⟨

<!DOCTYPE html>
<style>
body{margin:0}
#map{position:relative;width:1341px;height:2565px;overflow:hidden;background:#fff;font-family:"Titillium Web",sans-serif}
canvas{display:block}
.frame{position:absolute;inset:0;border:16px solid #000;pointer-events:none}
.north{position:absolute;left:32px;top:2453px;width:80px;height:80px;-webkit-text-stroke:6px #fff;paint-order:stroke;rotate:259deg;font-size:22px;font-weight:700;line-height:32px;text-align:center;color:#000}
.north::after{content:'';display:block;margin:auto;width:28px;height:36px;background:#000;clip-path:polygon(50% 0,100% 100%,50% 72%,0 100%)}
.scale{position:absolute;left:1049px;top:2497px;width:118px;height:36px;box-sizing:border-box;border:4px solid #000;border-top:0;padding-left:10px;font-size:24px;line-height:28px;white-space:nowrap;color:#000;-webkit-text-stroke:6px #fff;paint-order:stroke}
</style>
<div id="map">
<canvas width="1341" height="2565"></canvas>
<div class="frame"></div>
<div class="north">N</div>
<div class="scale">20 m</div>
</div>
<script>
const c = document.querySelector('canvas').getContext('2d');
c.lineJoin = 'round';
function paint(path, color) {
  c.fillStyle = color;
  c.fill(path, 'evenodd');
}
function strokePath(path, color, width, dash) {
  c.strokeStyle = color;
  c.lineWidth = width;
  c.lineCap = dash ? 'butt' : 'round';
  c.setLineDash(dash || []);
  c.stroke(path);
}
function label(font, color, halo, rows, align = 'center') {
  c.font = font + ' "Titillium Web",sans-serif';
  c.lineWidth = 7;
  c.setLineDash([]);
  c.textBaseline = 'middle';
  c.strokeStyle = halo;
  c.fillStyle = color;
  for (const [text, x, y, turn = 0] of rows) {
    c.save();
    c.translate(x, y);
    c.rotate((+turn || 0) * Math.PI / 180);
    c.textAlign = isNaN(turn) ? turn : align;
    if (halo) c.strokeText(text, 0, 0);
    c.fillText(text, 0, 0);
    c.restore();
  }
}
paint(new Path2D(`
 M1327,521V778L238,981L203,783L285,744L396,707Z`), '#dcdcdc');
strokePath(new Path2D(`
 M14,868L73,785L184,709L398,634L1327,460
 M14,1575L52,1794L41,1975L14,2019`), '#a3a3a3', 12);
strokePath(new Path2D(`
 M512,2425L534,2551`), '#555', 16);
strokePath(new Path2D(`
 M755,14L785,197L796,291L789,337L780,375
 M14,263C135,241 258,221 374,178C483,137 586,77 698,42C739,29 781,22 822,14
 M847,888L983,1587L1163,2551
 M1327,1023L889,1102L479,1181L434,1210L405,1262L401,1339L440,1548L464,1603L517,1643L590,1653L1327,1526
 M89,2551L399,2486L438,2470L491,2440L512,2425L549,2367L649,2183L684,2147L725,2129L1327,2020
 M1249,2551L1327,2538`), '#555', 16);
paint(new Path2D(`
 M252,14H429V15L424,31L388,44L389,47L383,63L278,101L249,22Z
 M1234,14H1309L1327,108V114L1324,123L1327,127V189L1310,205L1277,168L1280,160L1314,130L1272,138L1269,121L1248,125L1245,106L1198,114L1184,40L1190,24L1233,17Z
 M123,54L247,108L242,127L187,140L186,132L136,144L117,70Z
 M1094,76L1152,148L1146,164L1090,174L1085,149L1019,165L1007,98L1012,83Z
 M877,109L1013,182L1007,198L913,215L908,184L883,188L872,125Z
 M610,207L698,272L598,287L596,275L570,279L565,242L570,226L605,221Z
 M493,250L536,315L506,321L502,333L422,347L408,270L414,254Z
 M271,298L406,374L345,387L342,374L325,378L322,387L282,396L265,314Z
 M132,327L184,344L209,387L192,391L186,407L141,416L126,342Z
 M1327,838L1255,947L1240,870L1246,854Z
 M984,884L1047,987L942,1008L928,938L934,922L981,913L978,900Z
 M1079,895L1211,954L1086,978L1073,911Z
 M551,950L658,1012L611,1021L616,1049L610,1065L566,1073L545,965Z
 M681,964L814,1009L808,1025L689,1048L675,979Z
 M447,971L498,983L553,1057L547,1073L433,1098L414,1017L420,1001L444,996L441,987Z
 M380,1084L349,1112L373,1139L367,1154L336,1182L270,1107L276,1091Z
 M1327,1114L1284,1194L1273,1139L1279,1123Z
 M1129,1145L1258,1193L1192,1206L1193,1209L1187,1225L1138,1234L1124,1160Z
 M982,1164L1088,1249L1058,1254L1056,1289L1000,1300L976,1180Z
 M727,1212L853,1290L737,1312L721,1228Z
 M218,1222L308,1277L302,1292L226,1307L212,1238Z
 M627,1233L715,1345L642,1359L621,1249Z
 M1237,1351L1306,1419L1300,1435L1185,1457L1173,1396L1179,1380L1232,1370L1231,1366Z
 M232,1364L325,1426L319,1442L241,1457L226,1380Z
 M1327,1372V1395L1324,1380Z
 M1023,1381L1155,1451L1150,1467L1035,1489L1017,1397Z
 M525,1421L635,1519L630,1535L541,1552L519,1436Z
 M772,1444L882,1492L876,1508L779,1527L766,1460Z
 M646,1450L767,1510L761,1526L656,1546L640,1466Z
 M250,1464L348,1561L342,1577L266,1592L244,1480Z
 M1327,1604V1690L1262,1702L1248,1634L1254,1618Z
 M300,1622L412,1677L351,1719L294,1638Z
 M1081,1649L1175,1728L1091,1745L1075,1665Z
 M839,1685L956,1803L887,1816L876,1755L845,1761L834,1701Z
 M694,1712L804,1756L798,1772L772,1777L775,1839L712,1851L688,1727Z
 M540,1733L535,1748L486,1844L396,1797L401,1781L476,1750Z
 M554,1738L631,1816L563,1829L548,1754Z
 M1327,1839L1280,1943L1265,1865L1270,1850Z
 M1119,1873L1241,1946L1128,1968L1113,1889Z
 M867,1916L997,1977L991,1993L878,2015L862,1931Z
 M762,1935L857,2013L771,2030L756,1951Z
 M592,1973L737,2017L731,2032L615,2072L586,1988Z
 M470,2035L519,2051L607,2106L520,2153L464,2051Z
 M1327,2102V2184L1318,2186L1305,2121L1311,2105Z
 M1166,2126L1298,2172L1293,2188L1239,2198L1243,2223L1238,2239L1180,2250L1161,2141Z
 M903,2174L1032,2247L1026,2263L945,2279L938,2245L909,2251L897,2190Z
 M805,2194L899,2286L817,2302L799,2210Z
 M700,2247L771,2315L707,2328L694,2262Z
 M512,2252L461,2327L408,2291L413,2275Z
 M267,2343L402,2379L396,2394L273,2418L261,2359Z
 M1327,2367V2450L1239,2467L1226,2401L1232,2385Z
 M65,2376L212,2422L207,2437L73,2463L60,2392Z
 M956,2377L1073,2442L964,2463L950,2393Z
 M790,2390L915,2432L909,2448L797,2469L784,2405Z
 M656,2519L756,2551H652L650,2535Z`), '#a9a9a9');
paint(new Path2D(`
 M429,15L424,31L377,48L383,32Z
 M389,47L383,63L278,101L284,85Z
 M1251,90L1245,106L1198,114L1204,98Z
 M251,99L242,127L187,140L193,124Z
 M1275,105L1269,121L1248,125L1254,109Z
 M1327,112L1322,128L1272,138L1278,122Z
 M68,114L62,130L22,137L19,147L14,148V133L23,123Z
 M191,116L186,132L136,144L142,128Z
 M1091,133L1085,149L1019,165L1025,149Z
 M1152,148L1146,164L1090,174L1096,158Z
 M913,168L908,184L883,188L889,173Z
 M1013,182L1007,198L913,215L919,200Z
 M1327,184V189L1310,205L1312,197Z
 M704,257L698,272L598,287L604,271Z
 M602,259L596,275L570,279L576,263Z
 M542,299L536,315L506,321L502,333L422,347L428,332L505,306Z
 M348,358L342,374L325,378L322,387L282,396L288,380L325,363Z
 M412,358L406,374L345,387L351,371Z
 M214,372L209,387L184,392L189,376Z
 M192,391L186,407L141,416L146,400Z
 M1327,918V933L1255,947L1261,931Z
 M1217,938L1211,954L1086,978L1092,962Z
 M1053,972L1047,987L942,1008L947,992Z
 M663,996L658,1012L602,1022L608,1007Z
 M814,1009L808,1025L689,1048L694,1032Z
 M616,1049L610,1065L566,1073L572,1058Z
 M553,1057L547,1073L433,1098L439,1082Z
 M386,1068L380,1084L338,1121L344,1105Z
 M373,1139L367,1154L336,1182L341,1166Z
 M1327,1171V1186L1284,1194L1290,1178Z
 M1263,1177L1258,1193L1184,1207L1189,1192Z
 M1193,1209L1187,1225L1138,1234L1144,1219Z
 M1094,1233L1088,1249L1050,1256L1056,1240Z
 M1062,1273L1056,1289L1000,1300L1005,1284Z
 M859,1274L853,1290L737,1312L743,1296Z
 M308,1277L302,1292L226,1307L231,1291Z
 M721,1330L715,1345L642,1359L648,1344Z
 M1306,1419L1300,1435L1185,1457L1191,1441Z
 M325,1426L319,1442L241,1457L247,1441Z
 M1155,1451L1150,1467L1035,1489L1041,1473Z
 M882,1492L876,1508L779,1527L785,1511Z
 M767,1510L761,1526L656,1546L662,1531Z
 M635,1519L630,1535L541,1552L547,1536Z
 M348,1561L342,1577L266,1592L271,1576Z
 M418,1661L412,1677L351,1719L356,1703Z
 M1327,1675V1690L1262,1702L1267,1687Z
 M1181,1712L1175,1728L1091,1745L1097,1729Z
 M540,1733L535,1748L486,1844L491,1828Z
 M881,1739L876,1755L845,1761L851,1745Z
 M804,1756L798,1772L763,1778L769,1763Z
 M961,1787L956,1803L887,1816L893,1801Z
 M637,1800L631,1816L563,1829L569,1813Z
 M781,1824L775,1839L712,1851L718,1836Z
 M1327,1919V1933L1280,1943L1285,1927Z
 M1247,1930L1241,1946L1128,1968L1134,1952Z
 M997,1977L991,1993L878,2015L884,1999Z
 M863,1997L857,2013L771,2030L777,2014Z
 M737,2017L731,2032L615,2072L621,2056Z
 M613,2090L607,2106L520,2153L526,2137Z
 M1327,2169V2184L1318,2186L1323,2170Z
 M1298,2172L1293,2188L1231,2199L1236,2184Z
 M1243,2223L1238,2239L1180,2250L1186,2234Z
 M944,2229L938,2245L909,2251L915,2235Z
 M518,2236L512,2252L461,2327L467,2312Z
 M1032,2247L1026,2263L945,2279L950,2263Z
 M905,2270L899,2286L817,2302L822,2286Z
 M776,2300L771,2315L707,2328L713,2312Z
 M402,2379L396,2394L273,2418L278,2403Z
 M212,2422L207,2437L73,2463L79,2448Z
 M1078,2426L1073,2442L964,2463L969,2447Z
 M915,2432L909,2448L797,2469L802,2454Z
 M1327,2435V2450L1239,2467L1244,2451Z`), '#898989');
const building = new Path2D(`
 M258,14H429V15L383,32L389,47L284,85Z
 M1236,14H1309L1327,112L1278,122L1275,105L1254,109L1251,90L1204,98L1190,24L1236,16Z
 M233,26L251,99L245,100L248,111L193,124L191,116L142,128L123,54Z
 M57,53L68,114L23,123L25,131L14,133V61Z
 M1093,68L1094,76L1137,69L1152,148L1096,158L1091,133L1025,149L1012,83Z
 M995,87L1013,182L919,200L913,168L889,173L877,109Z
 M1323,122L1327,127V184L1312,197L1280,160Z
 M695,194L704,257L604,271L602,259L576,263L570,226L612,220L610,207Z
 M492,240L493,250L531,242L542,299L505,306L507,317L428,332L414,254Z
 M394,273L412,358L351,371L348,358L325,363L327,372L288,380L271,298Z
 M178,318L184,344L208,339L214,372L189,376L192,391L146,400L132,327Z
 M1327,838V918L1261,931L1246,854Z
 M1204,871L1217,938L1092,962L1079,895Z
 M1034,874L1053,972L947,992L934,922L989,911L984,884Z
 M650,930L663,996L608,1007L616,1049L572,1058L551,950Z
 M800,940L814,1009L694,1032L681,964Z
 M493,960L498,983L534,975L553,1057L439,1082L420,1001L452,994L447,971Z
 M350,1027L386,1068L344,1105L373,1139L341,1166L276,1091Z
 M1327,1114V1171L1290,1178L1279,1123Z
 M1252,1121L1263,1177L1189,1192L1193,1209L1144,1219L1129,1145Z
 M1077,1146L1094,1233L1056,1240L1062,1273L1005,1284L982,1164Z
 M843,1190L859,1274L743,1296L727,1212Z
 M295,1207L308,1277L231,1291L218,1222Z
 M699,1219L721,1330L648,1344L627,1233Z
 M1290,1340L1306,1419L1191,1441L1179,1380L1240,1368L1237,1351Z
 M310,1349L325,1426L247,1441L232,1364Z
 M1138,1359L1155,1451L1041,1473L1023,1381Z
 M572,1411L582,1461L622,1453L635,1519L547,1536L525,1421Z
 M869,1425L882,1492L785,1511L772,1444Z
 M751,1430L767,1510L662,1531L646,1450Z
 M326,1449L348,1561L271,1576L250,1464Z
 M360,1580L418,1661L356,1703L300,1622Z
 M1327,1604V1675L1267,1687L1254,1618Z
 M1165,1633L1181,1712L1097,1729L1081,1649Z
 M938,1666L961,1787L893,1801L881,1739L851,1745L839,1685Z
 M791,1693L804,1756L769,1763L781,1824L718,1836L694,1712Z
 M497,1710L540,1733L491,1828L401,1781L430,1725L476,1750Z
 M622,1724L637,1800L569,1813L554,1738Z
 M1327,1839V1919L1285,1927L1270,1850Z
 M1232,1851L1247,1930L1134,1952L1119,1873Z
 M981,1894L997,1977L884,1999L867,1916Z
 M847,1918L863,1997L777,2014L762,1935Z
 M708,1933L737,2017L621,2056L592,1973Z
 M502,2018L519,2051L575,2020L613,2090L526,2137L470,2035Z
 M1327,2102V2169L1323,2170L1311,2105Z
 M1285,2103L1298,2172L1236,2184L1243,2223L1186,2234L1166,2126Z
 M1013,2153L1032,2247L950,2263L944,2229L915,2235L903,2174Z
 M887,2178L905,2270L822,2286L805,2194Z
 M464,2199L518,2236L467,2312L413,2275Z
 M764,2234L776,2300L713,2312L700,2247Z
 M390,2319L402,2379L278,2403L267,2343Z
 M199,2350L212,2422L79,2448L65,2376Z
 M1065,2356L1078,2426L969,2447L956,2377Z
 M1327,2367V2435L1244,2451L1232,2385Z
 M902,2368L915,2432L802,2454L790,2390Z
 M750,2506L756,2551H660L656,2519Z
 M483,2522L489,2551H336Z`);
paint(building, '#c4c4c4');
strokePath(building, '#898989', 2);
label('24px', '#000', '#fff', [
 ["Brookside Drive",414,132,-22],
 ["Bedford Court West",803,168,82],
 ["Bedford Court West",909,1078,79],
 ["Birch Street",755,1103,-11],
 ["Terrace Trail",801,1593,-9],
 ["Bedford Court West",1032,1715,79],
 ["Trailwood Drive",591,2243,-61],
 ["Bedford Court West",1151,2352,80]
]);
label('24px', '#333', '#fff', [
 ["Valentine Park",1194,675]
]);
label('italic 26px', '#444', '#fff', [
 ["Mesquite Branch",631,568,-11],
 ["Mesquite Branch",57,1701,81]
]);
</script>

⟩

**ACTIVITY:**
All lines in the listing above from the line containing "c.translate(x, y);" to the line containing "M627,1233L715,1345L642,1359L621,1249Z", inclusive, should be retyped exactly; no other lines should appear.

**TASK ANSWER:**
    c.translate(x, y);
    c.rotate((+turn || 0) * Math.PI / 180);
    c.textAlign = isNaN(turn) ? turn : align;
    if (halo) c.strokeText(text, 0, 0);
    c.fillText(text, 0, 0);
    c.restore();
  }
}
paint(new Path2D(`
 M1327,521V778L238,981L203,783L285,744L396,707Z`), '#dcdcdc');
strokePath(new Path2D(`
 M14,868L73,785L184,709L398,634L1327,460
 M14,1575L52,1794L41,1975L14,2019`), '#a3a3a3', 12);
strokePath(new Path2D(`
 M512,2425L534,2551`), '#555', 16);
strokePath(new Path2D(`
 M755,14L785,197L796,291L789,337L780,375
 M14,263C135,241 258,221 374,178C483,137 586,77 698,42C739,29 781,22 822,14
 M847,888L983,1587L1163,2551
 M1327,1023L889,1102L479,1181L434,1210L405,1262L401,1339L440,1548L464,1603L517,1643L590,1653L1327,1526
 M89,2551L399,2486L438,2470L491,2440L512,2425L549,2367L649,2183L684,2147L725,2129L1327,2020
 M1249,2551L1327,2538`), '#555', 16);
paint(new Path2D(`
 M252,14H429V15L424,31L388,44L389,47L383,63L278,101L249,22Z
 M1234,14H1309L1327,108V114L1324,123L1327,127V189L1310,205L1277,168L1280,160L1314,130L1272,138L1269,121L1248,125L1245,106L1198,114L1184,40L1190,24L1233,17Z
 M123,54L247,108L242,127L187,140L186,132L136,144L117,70Z
 M1094,76L1152,148L1146,164L1090,174L1085,149L1019,165L1007,98L1012,83Z
 M877,109L1013,182L1007,198L913,215L908,184L883,188L872,125Z
 M610,207L698,272L598,287L596,275L570,279L565,242L570,226L605,221Z
 M493,250L536,315L506,321L502,333L422,347L408,270L414,254Z
 M271,298L406,374L345,387L342,374L325,378L322,387L282,396L265,314Z
 M132,327L184,344L209,387L192,391L186,407L141,416L126,342Z
 M1327,838L1255,947L1240,870L1246,854Z
 M984,884L1047,987L942,1008L928,938L934,922L981,913L978,900Z
 M1079,895L1211,954L1086,978L1073,911Z
 M551,950L658,1012L611,1021L616,1049L610,1065L566,1073L545,965Z
 M681,964L814,1009L808,1025L689,1048L675,979Z
 M447,971L498,983L553,1057L547,1073L433,1098L414,1017L420,1001L444,996L441,987Z
 M380,1084L349,1112L373,1139L367,1154L336,1182L270,1107L276,1091Z
 M1327,1114L1284,1194L1273,1139L1279,1123Z
 M1129,1145L1258,1193L1192,1206L1193,1209L1187,1225L1138,1234L1124,1160Z
 M982,1164L1088,1249L1058,1254L1056,1289L1000,1300L976,1180Z
 M727,1212L853,1290L737,1312L721,1228Z
 M218,1222L308,1277L302,1292L226,1307L212,1238Z
 M627,1233L715,1345L642,1359L621,1249Z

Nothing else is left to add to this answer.